The Tarot Question

Tarot is considered to be a form of cartomancy. Tarot decks are traditionally comprised of a total of seventy-eight (78) cards, twenty-two (22) major arcana cards and fifty-six (56) minor arcana cards. The major arcana cards have a storyline structure. The minor arcana cards are split between four suits: Cups, Pentacles (or Coins), Wands, and Swords.

The storyline structure of the major arcana is commonly referred to as the Fool’s Journey, which is known to be a metaphor for one’s journey through life. And as such, each major arcana card signifies a stage in this journey.

While the major arcana cards represent the stages in one’s life journey, the minor arcana cards, more often than not, refer to things pertaining to day-to-day life, for example: a specific situation or event. As previously mentioned, the minor arcana cards are split into four suits (Cups, Pentacles, Wands, and Swords). Each suit is comprised of ten numbered cards (Ace through Ten) and four court cards (Page, Knight, Queen, and King).

How is tarot connected to Jewish mysticism?

Simply put, tarot has been significantly influenced by the Kabbalah.

The Kabbalah is a discipline that is comprised of esoteric teachings based on sacred Jewish texts. It is a discipline that, traditionally, one does not begin until the age of forty (40), as that is generally when one has completed the study of the Torah and the Talmud (though that has not stopped some folks from pursuing it before then).

The number of cards in the major arcana specifically is the same number of letters in our aleph-bet and the number of pathways on the Kabbalistic Tree of Life. Additionally, many tarot decks incorporate Jewish symbolism that is blatantly visible when looking at the cards.

In my opinion, the most notable evidence of Jewish symbolism is in the major arcana.
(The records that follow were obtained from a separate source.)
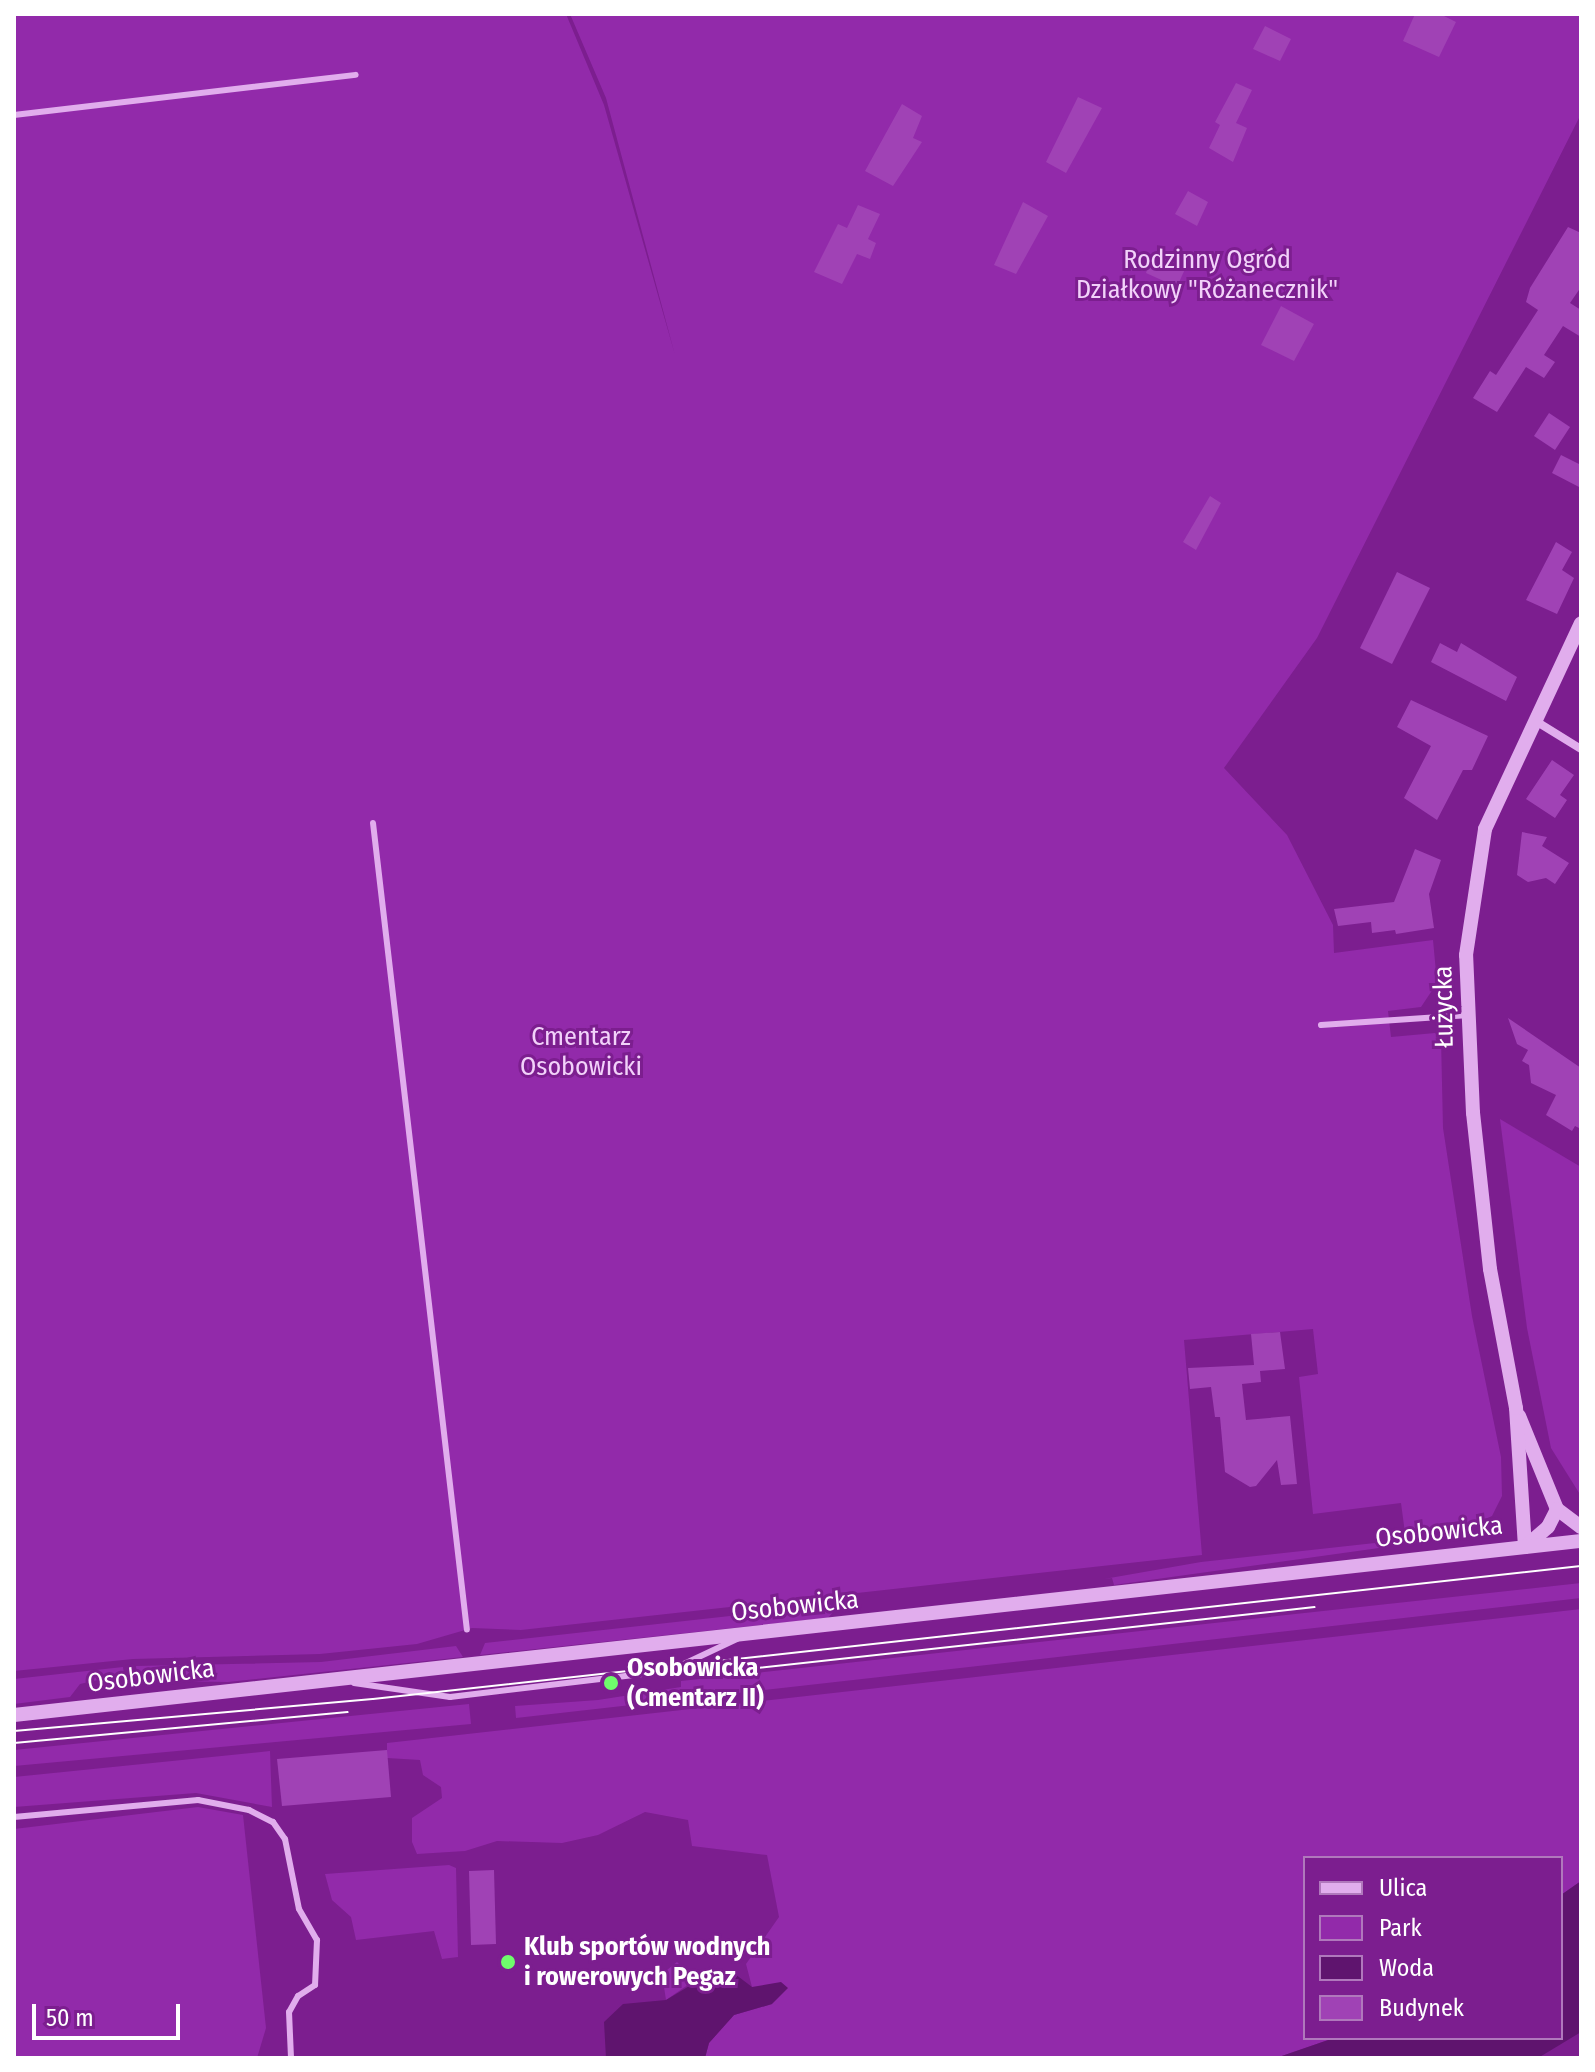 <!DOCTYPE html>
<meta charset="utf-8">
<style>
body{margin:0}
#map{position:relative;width:1595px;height:2072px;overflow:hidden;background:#7c1e8f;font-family:"Fira Sans Condensed",sans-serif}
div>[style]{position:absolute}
.green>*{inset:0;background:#922aaa}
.water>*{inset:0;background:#5f146e}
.building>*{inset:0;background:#a042b5}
.service>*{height:6px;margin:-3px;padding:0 3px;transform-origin:3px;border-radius:3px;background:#e1aded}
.minor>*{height:8px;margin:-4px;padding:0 4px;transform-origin:4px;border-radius:4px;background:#e1aded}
.tertiary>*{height:14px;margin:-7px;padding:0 7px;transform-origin:7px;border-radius:7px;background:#e1aded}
.tram>*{height:2px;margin:-1px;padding:0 1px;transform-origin:1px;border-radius:1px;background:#fff}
.dots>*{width:22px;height:22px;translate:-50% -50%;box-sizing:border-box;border:4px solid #7c1e8f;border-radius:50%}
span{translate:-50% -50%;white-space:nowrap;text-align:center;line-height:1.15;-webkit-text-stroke:6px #7c1e8f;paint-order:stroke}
.park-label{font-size:26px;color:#f2d2fa}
.street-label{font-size:26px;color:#fff}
.poi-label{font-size:26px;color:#fff;font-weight:700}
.left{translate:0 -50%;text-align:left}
.frame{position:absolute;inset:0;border:16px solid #fff;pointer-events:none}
.legend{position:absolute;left:1303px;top:1856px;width:260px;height:184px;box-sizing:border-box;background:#7c1e8f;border:2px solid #b078bc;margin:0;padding:10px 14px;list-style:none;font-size:24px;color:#fff}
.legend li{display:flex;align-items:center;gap:16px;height:40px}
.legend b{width:40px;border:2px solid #b078bc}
.scale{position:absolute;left:32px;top:2004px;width:148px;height:36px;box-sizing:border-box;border:4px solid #fff;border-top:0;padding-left:10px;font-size:24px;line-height:28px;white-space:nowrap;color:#fff;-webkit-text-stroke:6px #7c1e8f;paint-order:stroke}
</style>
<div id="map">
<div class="green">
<i style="clip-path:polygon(14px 14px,566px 14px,604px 105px,675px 355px,606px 98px,570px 14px,1581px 14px,1581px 114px,1317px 638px,1224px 768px,1287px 835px,1333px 925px,1334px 953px,1433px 940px,1437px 983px,1421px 1007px,1388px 1011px,1391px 1037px,1435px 1033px,1441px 1038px,1443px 1128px,1472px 1316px,1501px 1457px,1502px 1496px,1492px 1516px,1467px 1527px,1405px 1533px,1401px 1503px,1313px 1514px,1299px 1377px,1318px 1374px,1313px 1329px,1184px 1340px,1202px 1555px,521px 1630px,472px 1628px,417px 1644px,320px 1654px,133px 1659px,14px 1671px)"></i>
<i style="clip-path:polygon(1500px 1119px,1581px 1167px,1581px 1496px,1551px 1448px,1527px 1328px)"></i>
<i style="clip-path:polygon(1384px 1542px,1379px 1548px,1114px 1585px,1112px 1578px,1104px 1579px,1201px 1562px)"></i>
<i style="clip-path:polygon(1581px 1583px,1581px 1598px,516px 1718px,515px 1706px,598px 1700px,681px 1687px,681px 1681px)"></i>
<i style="clip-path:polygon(840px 1604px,828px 1618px,480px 1655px,485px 1643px)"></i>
<i style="clip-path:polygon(1581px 1609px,1581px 1881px,1561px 1895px,1561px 1858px,1305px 1858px,1305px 2038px,1334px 2038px,1276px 2058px,705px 2058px,709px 2043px,734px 2015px,772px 2004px,752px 1987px,746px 1964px,779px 1917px,767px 1855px,692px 1846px,688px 1820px,645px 1812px,598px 1835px,562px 1843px,497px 1841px,465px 1851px,417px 1854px,412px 1842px,412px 1818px,442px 1798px,441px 1787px,423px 1775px,420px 1760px,387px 1758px,387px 1743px)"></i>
<i style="clip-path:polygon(456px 1646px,463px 1657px,228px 1682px,164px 1681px,161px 1674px,137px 1676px,136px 1666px,321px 1662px)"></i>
<i style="clip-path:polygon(123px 1667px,124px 1674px,80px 1684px,70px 1697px,14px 1704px,14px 1679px)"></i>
<i style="clip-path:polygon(469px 1704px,471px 1724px,14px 1766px,14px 1750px)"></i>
<i style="clip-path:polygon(270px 1751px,272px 1807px,196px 1793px,14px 1807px,14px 1777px)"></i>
<i style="clip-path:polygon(198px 1807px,243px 1815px,266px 2028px,257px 2058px,14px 2058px,14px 1829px)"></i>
<i style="clip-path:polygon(449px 1865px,456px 1868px,458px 1957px,442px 1959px,434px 1931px,356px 1940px,351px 1917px,332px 1900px,325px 1874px)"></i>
<i style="clip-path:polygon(677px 1962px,695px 1980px,666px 2000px,662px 1974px)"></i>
</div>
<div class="water">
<i style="clip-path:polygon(1581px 1881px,1581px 2032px,1538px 2058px,1276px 2058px,1334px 2038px,1561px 2038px,1561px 1895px)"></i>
<i style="clip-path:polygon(711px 1973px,735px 1974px,752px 1987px,781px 1982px,788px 1988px,772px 2004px,734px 2015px,709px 2043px,705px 2058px,606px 2058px,604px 2022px,623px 2004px,666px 2000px)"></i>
</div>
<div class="building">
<i style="clip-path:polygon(1415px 14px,1440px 14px,1456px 22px,1439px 57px,1403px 41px)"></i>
<i style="clip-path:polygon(1265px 26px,1291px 39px,1280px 61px,1253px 49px)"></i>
<i style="clip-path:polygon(1236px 83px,1252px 90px,1236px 123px,1247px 128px,1233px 162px,1209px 148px,1220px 125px,1215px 122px)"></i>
<i style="clip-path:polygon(1078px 97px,1102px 108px,1066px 173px,1046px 162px)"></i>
<i style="clip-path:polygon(902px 104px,922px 116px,913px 138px,922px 142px,893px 186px,865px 171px)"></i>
<i style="clip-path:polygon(1188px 191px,1208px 202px,1197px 226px,1175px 214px)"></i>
<i style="clip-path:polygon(1023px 202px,1048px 216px,1016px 274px,994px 265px)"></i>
<i style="clip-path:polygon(858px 205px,880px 214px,868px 239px,876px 243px,870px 259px,857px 254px,842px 284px,814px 272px,838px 224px,847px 228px)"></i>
<i style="clip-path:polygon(1568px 227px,1581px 233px,1581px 287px,1570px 303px,1581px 310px,1581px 337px,1563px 326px,1544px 355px,1555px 362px,1544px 378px,1526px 367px,1497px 412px,1473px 398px,1490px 371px,1496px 375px,1538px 310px,1526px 302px,1530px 288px)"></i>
<i style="clip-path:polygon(1152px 253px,1185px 269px,1177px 287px,1146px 273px)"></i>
<i style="clip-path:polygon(1281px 306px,1314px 324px,1294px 361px,1261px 345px)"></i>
<i style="clip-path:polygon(1549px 413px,1570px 427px,1555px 450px,1534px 436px)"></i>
<i style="clip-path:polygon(1561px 455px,1581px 465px,1581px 488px,1552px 473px)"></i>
<i style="clip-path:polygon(1210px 496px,1221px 503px,1196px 550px,1183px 542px)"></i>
<i style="clip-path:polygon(1556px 542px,1572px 552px,1562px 570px,1574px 578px,1557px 614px,1526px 600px)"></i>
<i style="clip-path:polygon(1397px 572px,1430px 588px,1392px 664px,1360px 648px)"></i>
<i style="clip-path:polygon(1440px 643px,1457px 652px,1461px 643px,1517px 677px,1506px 701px,1431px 662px)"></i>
<i style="clip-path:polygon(1411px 700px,1488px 736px,1472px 770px,1463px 770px,1437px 820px,1404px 798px,1431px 746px,1397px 727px)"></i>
<i style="clip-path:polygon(1552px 760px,1574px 775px,1560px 795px,1567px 800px,1555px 818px,1526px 799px)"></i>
<i style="clip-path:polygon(1522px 832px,1547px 837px,1542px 846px,1569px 863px,1555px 884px,1546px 878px,1528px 882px,1517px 875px)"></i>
<i style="clip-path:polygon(1415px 849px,1441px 860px,1429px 894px,1434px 928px,1396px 934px,1395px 930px,1372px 933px,1371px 922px,1338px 926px,1334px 909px,1394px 902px)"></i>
<i style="clip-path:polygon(1508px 1018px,1581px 1068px,1581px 1129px,1575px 1126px,1572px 1131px,1546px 1115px,1556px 1095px,1531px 1083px,1529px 1065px,1522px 1061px,1528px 1050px,1517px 1044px)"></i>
<i style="clip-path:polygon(1280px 1332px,1285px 1369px,1260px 1371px,1261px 1382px,1242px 1384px,1246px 1420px,1290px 1416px,1297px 1484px,1281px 1485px,1277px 1460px,1256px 1486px,1250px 1487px,1225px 1472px,1220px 1417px,1215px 1417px,1211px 1387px,1190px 1389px,1188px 1368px,1254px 1365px,1251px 1334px)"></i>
<i style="clip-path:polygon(387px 1750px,391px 1797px,282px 1806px,277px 1759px)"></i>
<i style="clip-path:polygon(494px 1870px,496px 1944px,471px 1945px,469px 1871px)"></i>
</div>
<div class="service">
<i style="left:14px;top:115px;width:344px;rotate:-6.7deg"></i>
<i style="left:373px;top:823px;width:812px;rotate:83.36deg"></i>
<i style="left:1321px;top:1025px;width:145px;rotate:-3.9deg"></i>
<i style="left:354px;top:1683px;width:97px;rotate:8.3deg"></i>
<i style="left:450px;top:1697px;width:221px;rotate:-6.8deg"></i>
<i style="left:669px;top:1671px;width:75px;rotate:-25.2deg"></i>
<i style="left:14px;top:1817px;width:185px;rotate:-5.3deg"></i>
<i style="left:198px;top:1800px;width:52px;rotate:11.1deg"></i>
<i style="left:249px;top:1810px;width:27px;rotate:27deg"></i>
<i style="left:273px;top:1822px;width:21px;rotate:55deg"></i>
<i style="left:285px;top:1839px;width:71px;rotate:78.7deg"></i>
<i style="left:299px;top:1909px;width:36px;rotate:60deg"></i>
<i style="left:317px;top:1940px;width:45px;rotate:92.5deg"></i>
<i style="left:315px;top:1985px;width:20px;rotate:147deg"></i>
<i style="left:298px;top:1996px;width:18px;rotate:119deg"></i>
<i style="left:289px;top:2012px;width:46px;rotate:87.5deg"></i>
</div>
<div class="minor">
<i style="left:1534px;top:720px;width:55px;rotate:31.7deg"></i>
</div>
<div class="tertiary">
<i style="left:1519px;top:1416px;width:100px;rotate:67.8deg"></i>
<i style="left:1557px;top:1509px;width:30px;rotate:37deg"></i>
<i style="left:1525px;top:1547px;width:139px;rotate:-93.7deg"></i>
<i style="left:1516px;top:1408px;width:141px;rotate:-100.6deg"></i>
<i style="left:1490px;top:1269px;width:157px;rotate:-96.2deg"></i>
<i style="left:1473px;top:1113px;width:158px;rotate:-92.5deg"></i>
<i style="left:1466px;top:955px;width:127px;rotate:-81.4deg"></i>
<i style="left:1485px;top:829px;width:227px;rotate:-65deg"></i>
<i style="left:1525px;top:1547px;width:30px;rotate:-41deg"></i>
<i style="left:1548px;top:1527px;width:20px;rotate:-63deg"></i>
<i style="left:14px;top:1715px;width:1577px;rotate:-6.34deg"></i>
</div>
<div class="tram">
<i style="left:730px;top:1671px;width:588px;rotate:-6.24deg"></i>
<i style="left:14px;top:1731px;width:360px;rotate:-5.1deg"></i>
<i style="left:373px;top:1699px;width:1215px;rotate:-6.28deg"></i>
<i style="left:14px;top:1743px;width:335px;rotate:-5.3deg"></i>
</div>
<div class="dots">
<i style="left:611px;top:1683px;background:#6ffc6c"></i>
<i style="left:508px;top:1962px;background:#6ffc6c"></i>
</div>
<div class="park-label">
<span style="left:1207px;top:275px">Rodzinny Ogród<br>Działkowy "Różanecznik"</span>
<span style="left:581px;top:1052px">Cmentarz<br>Osobowicki</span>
</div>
<div class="street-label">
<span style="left:1444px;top:1007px;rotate:-91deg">Łużycka</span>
<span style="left:1439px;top:1532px;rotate:-6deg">Osobowicka</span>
<span style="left:795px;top:1606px;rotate:-6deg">Osobowicka</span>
<span style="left:151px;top:1676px;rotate:-7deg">Osobowicka</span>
</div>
<div class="poi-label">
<span class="left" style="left:627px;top:1683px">Osobowicka<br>(Cmentarz II)</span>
<span class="left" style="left:524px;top:1962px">Klub sportów wodnych<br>i rowerowych Pegaz</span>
</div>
<div class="frame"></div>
<ul class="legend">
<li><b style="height:10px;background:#e1aded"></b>Ulica</li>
<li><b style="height:22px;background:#922aaa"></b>Park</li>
<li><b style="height:22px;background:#5f146e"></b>Woda</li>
<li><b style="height:22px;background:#a042b5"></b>Budynek</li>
</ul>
<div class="scale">50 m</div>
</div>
We often see it in the following cards: The High Priestess, The Lovers, and the Wheel of Fortune. As such, I will briefly discuss each card and how the symbolism is Jewish in origin.

The High Priestess

As she sits between the pillars of the Temple of Solomon, the Torah, our sacred text, rests on her lap.

Behind her, you see pomegranates, which serve as a symbol of love, fertility, and new life.

Transcribed on the pillars, we see the letters “B” and “J”, which represent bet and yud from the aleph-bet. Together, they have a numerical value of twelve (12), which can be interpreted as being a representation of the twelve pillars of the zodiac.

The Lovers

In this card, we see Adam and Eve in the Garden of Eden from Bereshit. We also see the snake and the forbidden fruit, both of which had significant parts to play in the story of Adam and Eve.

The Wheel of Fortune

In this card, we see the word TORA, which is how we pronounce Torah.

We also see the Tetragrammaton, which is the sacred, and often unspoken, name of G-d.

It is important to note that earlier decks likely had Jewish cultural influence to an extent. However, Jewish cultural influence is most prominent in the Rider Waite Smith (RWS), as well as later decks due to majority of them being based on the classic RWS.

You are probably wondering how Jewish mysticism and symbolism came to influence the creation and interpretation of most modern tarot decks.

Tarot was indeed influenced heavily by the Hermetic Qabalah, as the creators of various decks were in fact practitioners of it (Arthur Waite and Aleister Crowley, for example). However, the very foundation for the Hermetic Qabalah is the Jewish Kabbalah. In the Hermetic Qabalah, you will find the use of our aleph-bet, the Kabbalistic Tree of Life, among other things that had been lifted from Judaism and Jewish mysticism.

Is tarot appropriation?

Technically, in and of itself, it is. The most prominent example of appropriation is the fact that the Wheel of Fortune often has the Tetragrammaton included in its imagery. The Tetragrammaton is not something that should be written on what is essentially a disposable piece of parchment. This alone can be seen as a mockery of the Jewish faith and a means of lampooning us.

Are we asking non-Jewish folks to put down their tarot decks and discontinue the use of tarot in their practice?

Absolutely not! The use of tarot is not a closed practice. It is open to all practitioners.

I and many other Jewish practitioners only wish to reclaim what has been taken from our culture and use it in our own practice.

Thank you for taking the time to read my musings on this subject matter. Blessings to you and yours.